On Wed, Apr 6, 2016 at 6:05 AM, Ray <r...@linkit.com> wrote:

> I thought of downloading it, updating it, and then putting it back on the
> server but that wouldn't work if two users simultaneously did so.  Since
> I'll have many users using the database simultaneously everything has to be
> done on the server.  I know only one user can write to an sqLite database
> at a time, but that only takes about 20 milliseconds if done on the server
> and the other writes get cued, something that wouldn't happen in the
> download/re-upload scenario.
>

You are going past what SQLite is meant to handle, and asking for trouble.

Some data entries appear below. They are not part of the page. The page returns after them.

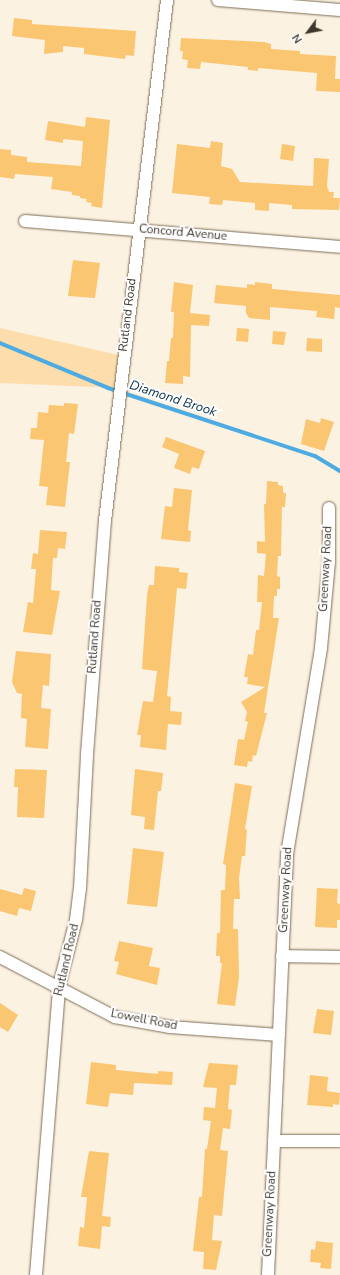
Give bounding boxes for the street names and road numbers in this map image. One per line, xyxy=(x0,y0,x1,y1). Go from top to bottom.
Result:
street label: Concord Avenue xyxy=(138,222,228,244)
street label: Rutland Road xyxy=(116,278,140,352)
street label: Greenway Road xyxy=(317,526,335,612)
street label: Rutland Road xyxy=(85,600,105,674)
street label: Greenway Road xyxy=(277,847,295,933)
street label: Rutland Road xyxy=(52,922,82,998)
street label: Lowell Road xyxy=(109,1006,179,1034)
street label: Greenway Road xyxy=(261,1171,279,1257)

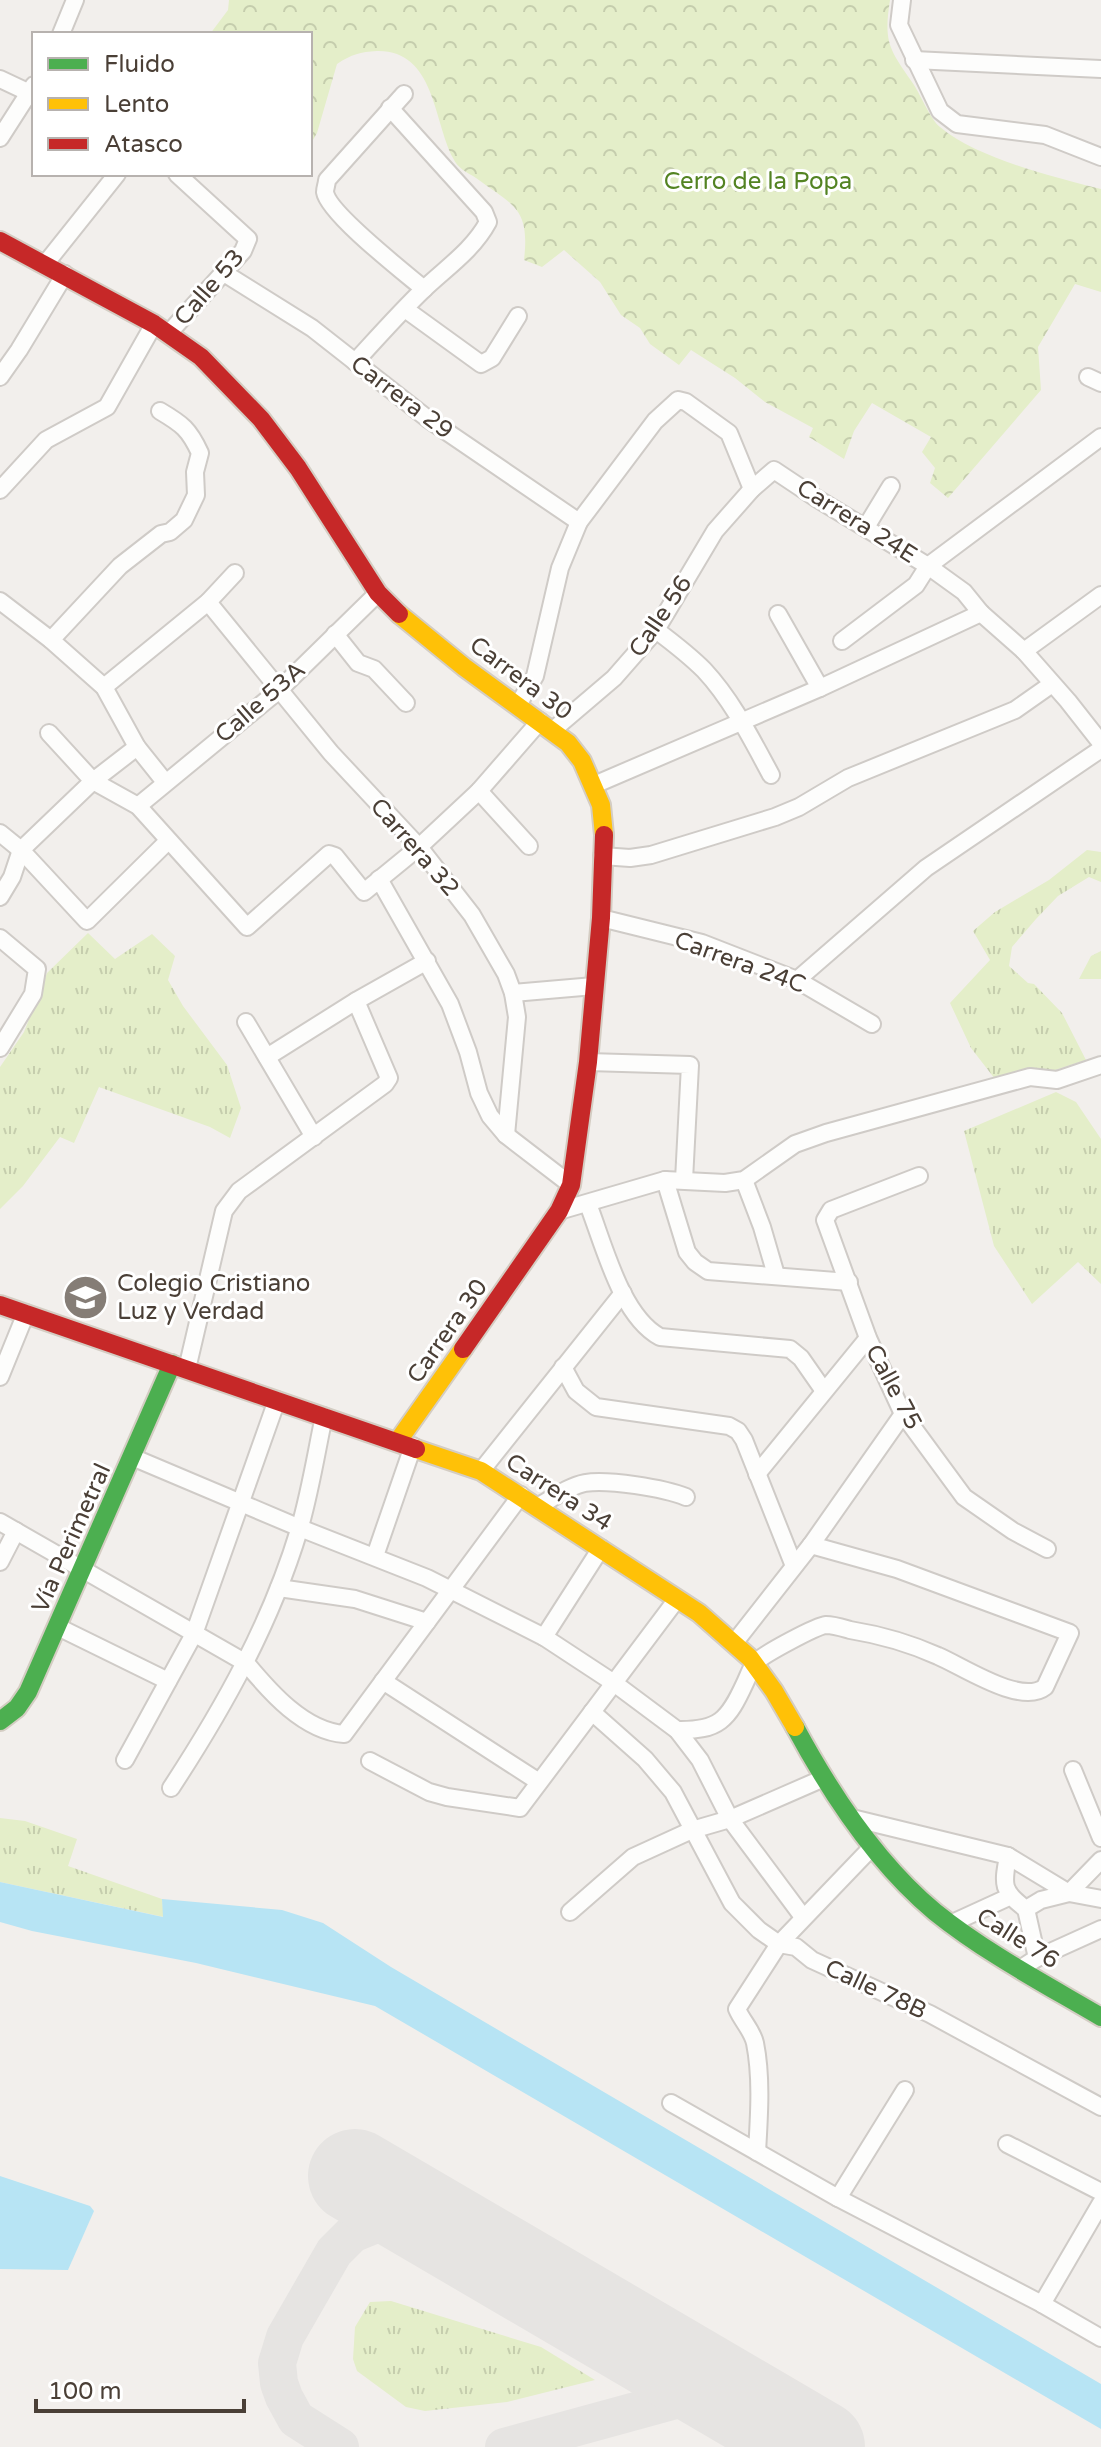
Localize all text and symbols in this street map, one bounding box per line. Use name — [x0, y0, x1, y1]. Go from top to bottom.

When SQLite writes, it changes a patch of disk (I couldn't tell you how
much).

The other users won't be queued up waiting to write; they'll be getting
failure to open.

You're either going to need a persistent middleware app running on the
server, or to follow the advice of the SQLite team:  use postgres for
something like this.

SQLite is wonderful, but it also knows it's limits.  I use it in-memory,
and as a convenient way to throw backup files.

And depending upon what you're doing, mySQL may not be an appropriate
choice.  In particular, it doesn't handle real transactions.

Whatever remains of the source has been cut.